Es domingo y está amaneciendo, pero ahora en Santiago. Allá son las 4 de la mañana y aquí las 6 de la tarde. Los surfistas comienzan a salirse del agua por miedo a los tiburones en la costa, cierran cafeterías y abren los bares. Toda hora después de esta, aunque no esté oscuro, en Australia ya es “de noche”. En el Ópera House, la banda Boy & Bear comienza a tocar con la gente expectante en los escalones, y en el consulado hay que empezar a contar con los vocales, apoderados y periodistas que se quedaron.
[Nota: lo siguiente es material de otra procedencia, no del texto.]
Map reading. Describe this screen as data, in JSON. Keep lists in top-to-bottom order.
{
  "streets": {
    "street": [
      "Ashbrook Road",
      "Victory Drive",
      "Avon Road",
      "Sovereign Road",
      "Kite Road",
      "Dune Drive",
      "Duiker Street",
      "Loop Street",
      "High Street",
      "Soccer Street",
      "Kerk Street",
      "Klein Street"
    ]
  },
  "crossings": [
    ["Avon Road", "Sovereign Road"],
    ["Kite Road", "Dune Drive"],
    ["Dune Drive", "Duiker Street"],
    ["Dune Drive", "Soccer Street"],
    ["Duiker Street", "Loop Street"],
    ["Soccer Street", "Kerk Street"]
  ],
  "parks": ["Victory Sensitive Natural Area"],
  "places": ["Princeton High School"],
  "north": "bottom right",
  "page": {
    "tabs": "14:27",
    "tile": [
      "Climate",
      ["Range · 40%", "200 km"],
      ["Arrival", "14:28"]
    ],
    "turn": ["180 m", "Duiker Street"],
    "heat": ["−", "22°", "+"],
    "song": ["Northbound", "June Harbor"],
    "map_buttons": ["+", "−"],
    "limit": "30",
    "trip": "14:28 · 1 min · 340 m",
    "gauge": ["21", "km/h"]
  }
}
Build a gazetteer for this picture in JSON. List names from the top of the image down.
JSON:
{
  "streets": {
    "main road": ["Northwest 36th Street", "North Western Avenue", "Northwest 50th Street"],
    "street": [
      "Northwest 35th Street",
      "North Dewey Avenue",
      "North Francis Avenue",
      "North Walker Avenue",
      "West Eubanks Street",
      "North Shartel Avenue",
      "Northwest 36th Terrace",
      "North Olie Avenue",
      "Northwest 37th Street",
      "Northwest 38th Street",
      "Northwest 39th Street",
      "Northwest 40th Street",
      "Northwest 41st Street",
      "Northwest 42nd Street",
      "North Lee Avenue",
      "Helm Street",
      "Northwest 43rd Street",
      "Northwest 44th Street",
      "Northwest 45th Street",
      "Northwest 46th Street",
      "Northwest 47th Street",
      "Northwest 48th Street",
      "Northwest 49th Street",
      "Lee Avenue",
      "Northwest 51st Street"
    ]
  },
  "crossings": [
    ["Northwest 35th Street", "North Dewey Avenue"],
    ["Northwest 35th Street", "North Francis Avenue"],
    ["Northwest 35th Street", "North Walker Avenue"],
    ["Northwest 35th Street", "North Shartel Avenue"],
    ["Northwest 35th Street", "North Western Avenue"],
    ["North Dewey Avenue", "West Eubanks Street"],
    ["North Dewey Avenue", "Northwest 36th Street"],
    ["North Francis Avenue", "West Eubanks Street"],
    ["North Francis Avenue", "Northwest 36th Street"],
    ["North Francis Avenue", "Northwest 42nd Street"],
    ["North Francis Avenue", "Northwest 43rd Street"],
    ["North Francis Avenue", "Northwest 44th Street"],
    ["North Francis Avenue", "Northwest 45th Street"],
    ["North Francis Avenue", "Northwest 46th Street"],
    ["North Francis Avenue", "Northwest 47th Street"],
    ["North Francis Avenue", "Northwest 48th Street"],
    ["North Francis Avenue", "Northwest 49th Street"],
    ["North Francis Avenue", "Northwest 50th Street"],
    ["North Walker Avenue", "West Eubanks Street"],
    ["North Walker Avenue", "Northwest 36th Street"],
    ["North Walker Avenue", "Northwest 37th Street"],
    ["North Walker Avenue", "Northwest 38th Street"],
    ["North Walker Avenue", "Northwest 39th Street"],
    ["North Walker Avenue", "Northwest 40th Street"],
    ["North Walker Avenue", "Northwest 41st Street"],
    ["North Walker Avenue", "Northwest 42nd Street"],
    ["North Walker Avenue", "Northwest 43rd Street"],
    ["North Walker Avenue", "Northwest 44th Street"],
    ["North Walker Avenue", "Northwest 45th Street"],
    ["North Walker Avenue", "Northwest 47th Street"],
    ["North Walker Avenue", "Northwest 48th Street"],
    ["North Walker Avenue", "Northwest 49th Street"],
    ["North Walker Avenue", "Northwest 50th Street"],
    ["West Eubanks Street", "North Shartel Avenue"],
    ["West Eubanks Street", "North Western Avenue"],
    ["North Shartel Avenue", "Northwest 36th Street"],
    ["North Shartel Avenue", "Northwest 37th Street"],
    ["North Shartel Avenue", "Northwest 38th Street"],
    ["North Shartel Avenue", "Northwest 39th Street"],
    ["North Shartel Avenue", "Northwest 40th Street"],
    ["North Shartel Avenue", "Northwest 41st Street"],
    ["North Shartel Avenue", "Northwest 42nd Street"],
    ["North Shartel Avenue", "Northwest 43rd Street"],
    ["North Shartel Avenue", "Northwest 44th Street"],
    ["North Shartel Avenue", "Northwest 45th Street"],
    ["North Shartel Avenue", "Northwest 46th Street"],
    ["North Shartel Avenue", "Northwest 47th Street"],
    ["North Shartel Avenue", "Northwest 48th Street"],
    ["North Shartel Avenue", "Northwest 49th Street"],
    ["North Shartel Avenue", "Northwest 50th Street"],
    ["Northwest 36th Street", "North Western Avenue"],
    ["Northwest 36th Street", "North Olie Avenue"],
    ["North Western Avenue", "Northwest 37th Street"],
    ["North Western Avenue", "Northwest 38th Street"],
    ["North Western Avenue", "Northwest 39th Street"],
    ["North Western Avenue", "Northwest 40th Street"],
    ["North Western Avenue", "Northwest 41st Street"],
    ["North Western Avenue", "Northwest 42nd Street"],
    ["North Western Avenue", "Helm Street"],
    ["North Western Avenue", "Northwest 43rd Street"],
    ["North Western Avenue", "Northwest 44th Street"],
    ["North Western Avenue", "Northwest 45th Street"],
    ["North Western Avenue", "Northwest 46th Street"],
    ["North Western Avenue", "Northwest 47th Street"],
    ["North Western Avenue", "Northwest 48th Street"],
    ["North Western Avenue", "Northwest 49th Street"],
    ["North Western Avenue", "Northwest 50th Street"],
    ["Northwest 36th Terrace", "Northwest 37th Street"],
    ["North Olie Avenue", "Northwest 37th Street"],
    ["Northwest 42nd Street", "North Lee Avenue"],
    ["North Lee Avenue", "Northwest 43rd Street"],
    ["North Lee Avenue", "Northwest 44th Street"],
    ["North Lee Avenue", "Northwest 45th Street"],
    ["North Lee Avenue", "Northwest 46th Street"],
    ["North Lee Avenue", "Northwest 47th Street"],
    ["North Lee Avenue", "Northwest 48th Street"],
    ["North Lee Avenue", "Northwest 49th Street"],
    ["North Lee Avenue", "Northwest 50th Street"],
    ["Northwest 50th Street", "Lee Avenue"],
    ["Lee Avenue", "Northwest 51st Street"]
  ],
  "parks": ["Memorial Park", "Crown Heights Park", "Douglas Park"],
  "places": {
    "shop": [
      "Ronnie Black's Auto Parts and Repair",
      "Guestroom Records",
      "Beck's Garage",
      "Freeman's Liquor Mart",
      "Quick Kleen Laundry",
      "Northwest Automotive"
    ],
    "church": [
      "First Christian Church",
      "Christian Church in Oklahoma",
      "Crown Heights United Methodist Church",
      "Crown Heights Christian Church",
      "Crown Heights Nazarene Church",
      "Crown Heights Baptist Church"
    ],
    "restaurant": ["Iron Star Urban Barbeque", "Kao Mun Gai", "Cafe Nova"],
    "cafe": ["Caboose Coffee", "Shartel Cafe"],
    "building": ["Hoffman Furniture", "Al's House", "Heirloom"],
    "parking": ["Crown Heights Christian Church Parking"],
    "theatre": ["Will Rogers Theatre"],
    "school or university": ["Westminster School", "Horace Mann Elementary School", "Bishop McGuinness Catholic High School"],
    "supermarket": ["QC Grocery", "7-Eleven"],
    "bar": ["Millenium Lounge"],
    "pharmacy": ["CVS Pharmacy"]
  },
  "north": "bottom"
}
–¡Empezó el conteo de la mesa nueve! –alza la voz una de las apoderadas de mesa, mientras cruza uno de los pasillos.

“¡La mesa uno va a comenzar a contar sus votos!”, grita una. “¡La mesa cuatro comienza conteo…”, grita otra. Los primeros votos parecen racha de ases para Jeannette Jara y lo siguen cinco seguidos para José Antonio Kast. Tímidos aplausos del comando comunista avisan el término del conteo de la primera mesa. Las celebraciones toman más energía con el segundo y tercer triunfo, y así hasta llegar al último. Hoy, si de Sídney dependiera, la próxima presidenta de Chile sería Jeannette Jara, un resultado según expertos y encuestas, improbable en el país que nos dio la vida.

Hoy aquí ya fue domingo y hoy fue un día extraño. Mientras contábamos los votos, a solo siete kilómetros de nosotros, Bondi Beach se convirtió en una escena de crimen y una hasta ahora, una noticia en desarrollo. Lo cierto es que el protagonista fue el rojo y que la felicidad entre quienes disfrutábamos, ya sea del aire acondicionado o de los resultados, duró poco.